What to work on:
Each record below is to be set down again precisely.

Information shown:

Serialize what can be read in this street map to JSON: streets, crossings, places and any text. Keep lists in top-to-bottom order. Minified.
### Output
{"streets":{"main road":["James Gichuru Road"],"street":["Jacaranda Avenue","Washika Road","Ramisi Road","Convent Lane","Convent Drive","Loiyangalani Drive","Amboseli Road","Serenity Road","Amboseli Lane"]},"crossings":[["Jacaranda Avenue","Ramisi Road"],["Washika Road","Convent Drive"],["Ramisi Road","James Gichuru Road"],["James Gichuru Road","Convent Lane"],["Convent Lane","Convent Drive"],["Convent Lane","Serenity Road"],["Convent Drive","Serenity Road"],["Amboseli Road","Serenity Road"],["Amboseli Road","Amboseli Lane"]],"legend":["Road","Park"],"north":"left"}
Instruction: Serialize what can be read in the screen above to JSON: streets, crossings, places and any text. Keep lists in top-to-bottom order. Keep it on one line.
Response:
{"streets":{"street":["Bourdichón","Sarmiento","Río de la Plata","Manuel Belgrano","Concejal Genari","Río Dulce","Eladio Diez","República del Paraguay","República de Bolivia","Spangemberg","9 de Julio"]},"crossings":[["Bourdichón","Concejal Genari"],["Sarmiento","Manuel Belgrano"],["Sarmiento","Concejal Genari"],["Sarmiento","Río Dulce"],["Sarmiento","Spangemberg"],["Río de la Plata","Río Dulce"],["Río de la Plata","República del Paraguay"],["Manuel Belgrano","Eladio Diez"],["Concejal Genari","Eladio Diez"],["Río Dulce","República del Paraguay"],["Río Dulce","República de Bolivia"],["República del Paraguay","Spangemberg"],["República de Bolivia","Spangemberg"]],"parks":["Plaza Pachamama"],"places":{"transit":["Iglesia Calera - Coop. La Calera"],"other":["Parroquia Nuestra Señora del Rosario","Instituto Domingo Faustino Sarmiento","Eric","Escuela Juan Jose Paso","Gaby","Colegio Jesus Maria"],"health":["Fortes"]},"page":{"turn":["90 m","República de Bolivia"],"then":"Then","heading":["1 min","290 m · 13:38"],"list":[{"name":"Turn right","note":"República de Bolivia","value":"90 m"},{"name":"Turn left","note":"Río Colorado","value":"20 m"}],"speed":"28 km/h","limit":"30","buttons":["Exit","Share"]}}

Written response:
Serialize what can be read in this street map to JSON: streets, crossings, places and any text. Keep lists in top-to-bottom order. Minified.
### Output
{"streets":{"main road":["James Gichuru Road"],"street":["Jacaranda Avenue","Washika Road","Ramisi Road","Convent Lane","Convent Drive","Loiyangalani Drive","Amboseli Road","Serenity Road","Amboseli Lane"]},"crossings":[["Jacaranda Avenue","Ramisi Road"],["Washika Road","Convent Drive"],["Ramisi Road","James Gichuru Road"],["James Gichuru Road","Convent Lane"],["Convent Lane","Convent Drive"],["Convent Lane","Serenity Road"],["Convent Drive","Serenity Road"],["Amboseli Road","Serenity Road"],["Amboseli Road","Amboseli Lane"]],"legend":["Road","Park"],"north":"left"}
Instruction: Serialize what can be read in the screen above to JSON: streets, crossings, places and any text. Keep lists in top-to-bottom order. Keep it on one line.
Response:
{"streets":{"street":["Bourdichón","Sarmiento","Río de la Plata","Manuel Belgrano","Concejal Genari","Río Dulce","Eladio Diez","República del Paraguay","República de Bolivia","Spangemberg","9 de Julio"]},"crossings":[["Bourdichón","Concejal Genari"],["Sarmiento","Manuel Belgrano"],["Sarmiento","Concejal Genari"],["Sarmiento","Río Dulce"],["Sarmiento","Spangemberg"],["Río de la Plata","Río Dulce"],["Río de la Plata","República del Paraguay"],["Manuel Belgrano","Eladio Diez"],["Concejal Genari","Eladio Diez"],["Río Dulce","República del Paraguay"],["Río Dulce","República de Bolivia"],["República del Paraguay","Spangemberg"],["República de Bolivia","Spangemberg"]],"parks":["Plaza Pachamama"],"places":{"transit":["Iglesia Calera - Coop. La Calera"],"other":["Parroquia Nuestra Señora del Rosario","Instituto Domingo Faustino Sarmiento","Eric","Escuela Juan Jose Paso","Gaby","Colegio Jesus Maria"],"health":["Fortes"]},"page":{"turn":["90 m","República de Bolivia"],"then":"Then","heading":["1 min","290 m · 13:38"],"list":[{"name":"Turn right","note":"República de Bolivia","value":"90 m"},{"name":"Turn left","note":"Río Colorado","value":"20 m"}],"speed":"28 km/h","limit":"30","buttons":["Exit","Share"]}}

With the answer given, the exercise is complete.